Records for this task: Begin
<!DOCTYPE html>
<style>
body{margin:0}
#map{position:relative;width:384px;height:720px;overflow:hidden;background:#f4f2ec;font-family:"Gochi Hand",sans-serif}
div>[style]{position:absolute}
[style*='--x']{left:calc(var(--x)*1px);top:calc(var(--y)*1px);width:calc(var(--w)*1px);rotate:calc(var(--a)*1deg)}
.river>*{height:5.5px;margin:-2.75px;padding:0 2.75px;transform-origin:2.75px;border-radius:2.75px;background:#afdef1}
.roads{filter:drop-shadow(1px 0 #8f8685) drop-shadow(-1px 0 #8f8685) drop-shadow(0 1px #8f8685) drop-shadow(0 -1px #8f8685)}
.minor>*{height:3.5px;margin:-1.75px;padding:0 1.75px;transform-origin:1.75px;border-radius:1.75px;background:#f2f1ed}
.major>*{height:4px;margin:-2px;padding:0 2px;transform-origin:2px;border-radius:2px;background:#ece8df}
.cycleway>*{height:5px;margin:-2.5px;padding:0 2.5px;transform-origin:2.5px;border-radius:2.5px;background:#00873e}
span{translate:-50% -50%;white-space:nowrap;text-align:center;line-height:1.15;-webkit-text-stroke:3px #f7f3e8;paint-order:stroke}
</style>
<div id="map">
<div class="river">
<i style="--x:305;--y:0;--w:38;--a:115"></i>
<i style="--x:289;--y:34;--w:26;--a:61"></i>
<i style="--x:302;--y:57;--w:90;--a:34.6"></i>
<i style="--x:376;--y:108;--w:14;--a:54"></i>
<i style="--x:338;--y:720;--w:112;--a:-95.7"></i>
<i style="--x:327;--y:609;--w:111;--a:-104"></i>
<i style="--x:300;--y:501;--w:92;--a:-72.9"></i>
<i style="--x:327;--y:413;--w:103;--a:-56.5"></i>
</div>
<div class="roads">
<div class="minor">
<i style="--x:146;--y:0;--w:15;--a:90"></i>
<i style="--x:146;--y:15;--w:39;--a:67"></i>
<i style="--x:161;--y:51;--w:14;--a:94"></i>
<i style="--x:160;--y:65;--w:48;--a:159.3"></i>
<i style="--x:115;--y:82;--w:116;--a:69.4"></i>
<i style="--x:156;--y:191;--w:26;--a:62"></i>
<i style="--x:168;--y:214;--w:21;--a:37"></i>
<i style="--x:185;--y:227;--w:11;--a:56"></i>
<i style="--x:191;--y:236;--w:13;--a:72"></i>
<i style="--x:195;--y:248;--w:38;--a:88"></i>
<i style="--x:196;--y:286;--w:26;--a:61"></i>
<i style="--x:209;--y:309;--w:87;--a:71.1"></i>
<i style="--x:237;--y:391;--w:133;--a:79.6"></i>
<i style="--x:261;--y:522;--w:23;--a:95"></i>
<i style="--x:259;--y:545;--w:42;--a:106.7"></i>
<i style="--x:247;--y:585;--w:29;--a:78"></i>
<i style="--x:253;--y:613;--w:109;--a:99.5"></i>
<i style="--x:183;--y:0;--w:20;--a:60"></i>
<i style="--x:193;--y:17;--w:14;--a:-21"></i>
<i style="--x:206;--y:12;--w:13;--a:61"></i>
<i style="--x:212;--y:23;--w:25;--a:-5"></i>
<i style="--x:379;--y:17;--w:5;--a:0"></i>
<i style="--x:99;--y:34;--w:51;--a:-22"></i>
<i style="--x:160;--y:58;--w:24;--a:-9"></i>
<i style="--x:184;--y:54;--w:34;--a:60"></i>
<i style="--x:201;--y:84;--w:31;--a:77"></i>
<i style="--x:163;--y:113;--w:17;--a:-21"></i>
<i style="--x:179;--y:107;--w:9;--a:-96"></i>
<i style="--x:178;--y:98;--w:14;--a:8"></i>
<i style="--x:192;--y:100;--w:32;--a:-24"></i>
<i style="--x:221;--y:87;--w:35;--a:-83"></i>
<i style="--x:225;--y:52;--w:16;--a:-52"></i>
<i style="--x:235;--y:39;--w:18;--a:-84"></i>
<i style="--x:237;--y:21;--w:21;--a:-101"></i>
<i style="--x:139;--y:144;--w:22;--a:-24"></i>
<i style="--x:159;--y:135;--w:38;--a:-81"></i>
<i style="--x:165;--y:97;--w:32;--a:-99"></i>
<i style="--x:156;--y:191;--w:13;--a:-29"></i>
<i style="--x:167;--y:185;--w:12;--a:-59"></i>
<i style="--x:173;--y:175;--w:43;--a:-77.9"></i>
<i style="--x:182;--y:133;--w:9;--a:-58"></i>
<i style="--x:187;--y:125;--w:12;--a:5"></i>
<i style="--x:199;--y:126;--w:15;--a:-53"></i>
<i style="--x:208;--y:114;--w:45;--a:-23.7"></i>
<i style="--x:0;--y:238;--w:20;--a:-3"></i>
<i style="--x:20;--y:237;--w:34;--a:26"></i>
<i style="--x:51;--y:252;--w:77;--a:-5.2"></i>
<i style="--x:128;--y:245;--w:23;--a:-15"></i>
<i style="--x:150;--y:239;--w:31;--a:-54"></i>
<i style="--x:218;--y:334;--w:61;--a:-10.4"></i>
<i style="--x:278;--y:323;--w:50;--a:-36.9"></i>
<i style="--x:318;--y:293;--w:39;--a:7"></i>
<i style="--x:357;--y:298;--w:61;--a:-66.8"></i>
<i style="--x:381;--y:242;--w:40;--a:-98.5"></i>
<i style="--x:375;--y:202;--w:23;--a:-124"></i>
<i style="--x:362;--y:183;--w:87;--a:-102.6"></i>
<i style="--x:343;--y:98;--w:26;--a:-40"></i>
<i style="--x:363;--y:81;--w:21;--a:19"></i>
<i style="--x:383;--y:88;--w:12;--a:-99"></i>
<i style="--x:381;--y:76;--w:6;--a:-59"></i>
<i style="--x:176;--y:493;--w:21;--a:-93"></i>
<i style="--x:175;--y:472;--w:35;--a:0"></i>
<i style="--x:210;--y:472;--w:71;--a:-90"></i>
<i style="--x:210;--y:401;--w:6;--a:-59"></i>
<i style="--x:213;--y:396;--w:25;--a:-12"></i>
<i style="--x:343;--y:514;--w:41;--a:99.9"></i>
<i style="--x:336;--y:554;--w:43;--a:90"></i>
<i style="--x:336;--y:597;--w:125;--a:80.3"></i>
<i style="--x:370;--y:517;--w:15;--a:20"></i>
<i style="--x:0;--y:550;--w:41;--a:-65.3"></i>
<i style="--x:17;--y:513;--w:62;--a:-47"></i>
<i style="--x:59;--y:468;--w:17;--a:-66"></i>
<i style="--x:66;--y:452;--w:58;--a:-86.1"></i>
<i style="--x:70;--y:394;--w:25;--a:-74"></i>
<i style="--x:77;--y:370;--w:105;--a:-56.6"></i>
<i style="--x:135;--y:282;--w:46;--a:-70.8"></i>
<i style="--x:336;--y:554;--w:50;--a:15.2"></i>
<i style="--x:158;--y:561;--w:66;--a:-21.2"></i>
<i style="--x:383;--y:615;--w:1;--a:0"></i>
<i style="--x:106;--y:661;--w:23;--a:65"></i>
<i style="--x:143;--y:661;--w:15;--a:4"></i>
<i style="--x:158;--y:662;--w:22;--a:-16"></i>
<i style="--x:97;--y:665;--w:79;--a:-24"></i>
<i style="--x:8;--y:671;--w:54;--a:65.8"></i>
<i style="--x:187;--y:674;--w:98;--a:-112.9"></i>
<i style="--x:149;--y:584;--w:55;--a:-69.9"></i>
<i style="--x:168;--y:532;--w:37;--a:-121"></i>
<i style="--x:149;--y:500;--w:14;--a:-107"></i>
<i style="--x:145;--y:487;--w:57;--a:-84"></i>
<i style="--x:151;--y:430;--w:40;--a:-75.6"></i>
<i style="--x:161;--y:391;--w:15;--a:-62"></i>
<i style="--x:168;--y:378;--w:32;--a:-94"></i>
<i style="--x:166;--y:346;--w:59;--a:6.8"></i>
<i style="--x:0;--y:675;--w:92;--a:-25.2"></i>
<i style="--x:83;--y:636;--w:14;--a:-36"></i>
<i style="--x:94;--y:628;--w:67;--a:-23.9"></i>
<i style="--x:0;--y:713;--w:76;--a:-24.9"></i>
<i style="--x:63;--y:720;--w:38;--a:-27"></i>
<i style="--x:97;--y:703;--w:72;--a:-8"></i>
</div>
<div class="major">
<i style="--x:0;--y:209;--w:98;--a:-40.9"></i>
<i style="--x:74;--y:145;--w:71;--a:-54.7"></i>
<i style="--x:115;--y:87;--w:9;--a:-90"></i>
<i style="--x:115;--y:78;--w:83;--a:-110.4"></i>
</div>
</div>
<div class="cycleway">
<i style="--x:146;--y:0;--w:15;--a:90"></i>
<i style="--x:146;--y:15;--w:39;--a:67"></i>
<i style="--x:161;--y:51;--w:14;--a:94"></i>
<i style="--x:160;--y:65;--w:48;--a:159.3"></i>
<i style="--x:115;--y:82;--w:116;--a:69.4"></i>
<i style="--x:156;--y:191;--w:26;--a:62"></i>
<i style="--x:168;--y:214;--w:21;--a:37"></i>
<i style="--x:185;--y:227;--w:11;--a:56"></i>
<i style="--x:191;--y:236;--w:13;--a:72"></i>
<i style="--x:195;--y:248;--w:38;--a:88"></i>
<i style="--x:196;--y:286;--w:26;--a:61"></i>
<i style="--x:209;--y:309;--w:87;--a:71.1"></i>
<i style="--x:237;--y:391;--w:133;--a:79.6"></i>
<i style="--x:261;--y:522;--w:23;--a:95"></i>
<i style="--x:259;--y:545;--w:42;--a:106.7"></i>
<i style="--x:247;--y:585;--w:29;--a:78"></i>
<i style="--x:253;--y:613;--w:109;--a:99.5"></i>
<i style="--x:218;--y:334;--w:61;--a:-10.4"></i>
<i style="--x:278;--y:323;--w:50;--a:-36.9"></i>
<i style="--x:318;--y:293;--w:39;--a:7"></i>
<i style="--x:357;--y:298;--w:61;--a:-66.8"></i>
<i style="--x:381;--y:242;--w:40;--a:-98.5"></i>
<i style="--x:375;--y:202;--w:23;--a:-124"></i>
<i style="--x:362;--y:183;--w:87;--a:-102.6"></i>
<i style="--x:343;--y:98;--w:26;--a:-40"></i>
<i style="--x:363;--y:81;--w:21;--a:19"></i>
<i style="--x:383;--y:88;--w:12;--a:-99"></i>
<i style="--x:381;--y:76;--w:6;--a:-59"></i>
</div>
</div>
Records for this task: End
:: Exercise objective ::
If a line in the material contains the word "river", copy that line.

:: Answer ::
.river>*{height:5.5px;margin:-2.75px;padding:0 2.75px;transform-origin:2.75px;border-radius:2.75px;background:#afdef1}
<div class="river">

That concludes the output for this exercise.